I've been neglecting my Rule for a while. But one aspect of it has stuck, to my great astonishment. When I developed my Rule I decided that I would make time to pray some of the Hours. And despite all the other laxities that have crept into my life, I've managed to keep up Morning Prayer, almost every day.
This is not, I swear, because of a great deal of dedication on my part. I've almost been forced to do it. I have actually noticed that I have a better day if I pray the Morning Hour before I do anything else. (Well, almost. The first thing I do is get myself a cup of coffee.)
Nor do I mean that I am more spiritually content or have a purer heart or any sort of thing. I mean this purely empirically. Pray Morning Prayer: get stuff done, get through homeschooling, read stories to children, house is cleaner, dinner is done on time, general feeling of satisfaction at the end of the day.
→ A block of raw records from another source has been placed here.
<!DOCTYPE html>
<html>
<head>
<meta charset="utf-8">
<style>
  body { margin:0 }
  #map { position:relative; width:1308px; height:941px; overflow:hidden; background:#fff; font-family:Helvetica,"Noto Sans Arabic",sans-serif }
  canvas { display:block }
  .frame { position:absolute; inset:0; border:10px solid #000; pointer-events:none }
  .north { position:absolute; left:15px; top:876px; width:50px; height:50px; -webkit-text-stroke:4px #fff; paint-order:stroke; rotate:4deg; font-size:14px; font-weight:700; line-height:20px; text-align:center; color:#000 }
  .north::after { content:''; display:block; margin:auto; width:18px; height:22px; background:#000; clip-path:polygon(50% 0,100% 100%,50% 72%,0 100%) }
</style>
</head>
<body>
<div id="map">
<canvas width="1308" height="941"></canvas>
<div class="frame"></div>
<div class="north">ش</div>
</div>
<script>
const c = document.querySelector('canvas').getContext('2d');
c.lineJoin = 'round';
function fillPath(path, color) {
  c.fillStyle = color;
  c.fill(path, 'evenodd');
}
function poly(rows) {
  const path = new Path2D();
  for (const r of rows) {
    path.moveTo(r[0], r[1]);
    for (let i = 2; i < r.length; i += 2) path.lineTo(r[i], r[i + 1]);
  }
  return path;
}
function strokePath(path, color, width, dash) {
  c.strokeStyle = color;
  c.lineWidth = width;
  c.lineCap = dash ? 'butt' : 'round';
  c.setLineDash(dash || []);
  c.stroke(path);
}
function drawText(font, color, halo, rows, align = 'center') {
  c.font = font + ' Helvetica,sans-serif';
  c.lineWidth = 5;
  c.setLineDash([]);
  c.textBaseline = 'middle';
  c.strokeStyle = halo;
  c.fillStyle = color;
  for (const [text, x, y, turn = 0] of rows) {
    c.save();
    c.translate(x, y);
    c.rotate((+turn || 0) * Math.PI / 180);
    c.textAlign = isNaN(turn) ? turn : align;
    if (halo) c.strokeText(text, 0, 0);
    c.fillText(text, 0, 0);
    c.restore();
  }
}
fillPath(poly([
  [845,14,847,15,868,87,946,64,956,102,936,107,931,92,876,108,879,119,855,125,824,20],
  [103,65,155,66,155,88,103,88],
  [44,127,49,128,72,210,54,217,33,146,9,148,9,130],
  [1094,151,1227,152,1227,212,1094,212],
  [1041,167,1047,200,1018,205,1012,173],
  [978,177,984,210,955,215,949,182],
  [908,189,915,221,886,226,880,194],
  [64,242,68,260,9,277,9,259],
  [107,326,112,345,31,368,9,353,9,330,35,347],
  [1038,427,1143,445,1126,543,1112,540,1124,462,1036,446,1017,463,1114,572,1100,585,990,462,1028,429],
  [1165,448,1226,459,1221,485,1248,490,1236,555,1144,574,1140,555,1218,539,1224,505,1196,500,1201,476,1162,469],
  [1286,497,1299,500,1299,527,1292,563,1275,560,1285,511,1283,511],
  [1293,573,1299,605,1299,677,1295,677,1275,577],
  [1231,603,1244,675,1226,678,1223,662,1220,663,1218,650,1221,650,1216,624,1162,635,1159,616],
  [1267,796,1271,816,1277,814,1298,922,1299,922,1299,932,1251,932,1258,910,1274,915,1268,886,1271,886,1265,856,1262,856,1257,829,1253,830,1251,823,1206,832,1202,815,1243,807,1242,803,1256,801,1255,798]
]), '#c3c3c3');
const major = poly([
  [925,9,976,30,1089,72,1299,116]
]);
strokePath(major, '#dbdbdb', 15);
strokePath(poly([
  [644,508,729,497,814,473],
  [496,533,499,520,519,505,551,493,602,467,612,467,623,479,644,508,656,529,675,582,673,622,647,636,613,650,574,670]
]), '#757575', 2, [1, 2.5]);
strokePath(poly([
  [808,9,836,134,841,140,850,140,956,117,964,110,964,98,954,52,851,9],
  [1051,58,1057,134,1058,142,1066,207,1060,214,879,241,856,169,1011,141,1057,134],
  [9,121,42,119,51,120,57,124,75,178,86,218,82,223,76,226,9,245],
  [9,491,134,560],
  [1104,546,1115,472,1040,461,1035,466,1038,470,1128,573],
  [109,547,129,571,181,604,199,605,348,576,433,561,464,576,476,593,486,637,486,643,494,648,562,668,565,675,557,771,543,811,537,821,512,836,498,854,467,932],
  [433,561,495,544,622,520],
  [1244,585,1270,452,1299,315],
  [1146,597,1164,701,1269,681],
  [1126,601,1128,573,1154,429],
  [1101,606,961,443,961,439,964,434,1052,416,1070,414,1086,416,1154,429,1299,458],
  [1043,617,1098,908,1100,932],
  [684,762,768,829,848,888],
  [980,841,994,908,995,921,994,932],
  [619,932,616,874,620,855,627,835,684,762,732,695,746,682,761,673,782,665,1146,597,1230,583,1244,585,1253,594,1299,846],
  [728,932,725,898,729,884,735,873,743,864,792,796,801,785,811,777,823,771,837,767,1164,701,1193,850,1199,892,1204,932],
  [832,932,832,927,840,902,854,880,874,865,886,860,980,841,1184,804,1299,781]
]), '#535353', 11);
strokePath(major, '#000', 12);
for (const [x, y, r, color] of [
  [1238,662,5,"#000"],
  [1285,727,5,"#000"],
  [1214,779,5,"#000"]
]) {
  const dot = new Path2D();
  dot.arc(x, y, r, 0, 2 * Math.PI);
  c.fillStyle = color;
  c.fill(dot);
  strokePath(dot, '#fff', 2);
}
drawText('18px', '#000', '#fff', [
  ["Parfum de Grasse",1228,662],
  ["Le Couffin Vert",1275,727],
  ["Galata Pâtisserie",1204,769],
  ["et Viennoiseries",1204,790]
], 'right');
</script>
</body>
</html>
Don't pray Morning Prayer: dawdle around on the Internet far too much, neglect my stuff, yell more at the kids, get homeschooling half done before giving up, resort to plopping kids in front of The Incredibles, dinner gets started late if at all, end day feeling resentful and generally unsatisfied.
Why? Why? I could spout pious maxims about the importance of putting prayer first, but my scientist brain casts about for another reason. Is it the comfort and transition of a waking-up ritual? Is it the sort of mental state, semi-thoughtful, that it puts me in? Is it just because it prolongs the morning coffee as I have to sip between stanzas and antiphons?
The effect seems to be independent of my state of prayerfulness. Sometimes I really enter into the prescribed prayers and psalms; they strike chords in my heart and seem to be speaking right to me, or they seem to express my own soul's true lament or praise or petition better than I could have myself. Other times my lips move and I say the words as if out of mere obedience, I seem to have said the same thing fruitlessly before many times, and my mind wanders constantly to the concerns of my upcoming day and my long to-do list. Yet it doesn't seem to matter. Even just going through the motions improves my day.
Lots of times I pick up the breviary with contentment and look forward to the few minutes of prayer. Some days I don't have that contentment or that anticipation. But I pick the thing up anyway because I will be sorry if I won't. It's like, oh, making breakfast for myself or something. I don't always feel like cooking, but goshdarnit, I have to eat.
Astonishing, I tell you.
UPDATE: Interested in learning to pray with the Liturgy of the Hours, a.k.a. the Divine Office? Click here to go to the next post, for some background and tips for getting started, that is, how I did it.
My mom sent me A Mother's Rule of Life for Mother's Day this year, and I appreciated the ideas Pierlot offers. But I found myself fighting against her personality throughout the book -- she sounds like a woman who would drive me nuts if I knew her in person. I don't necessarily manage my time well left to myself, so I know I need to put together a schedule and stick to it, but man, it was hard for me to take her word for it because she came across (to me, at least) as personally being a bit of a flake. Gotta pray for the virtue of charity here.
But I do love the Liturgy of the Hours!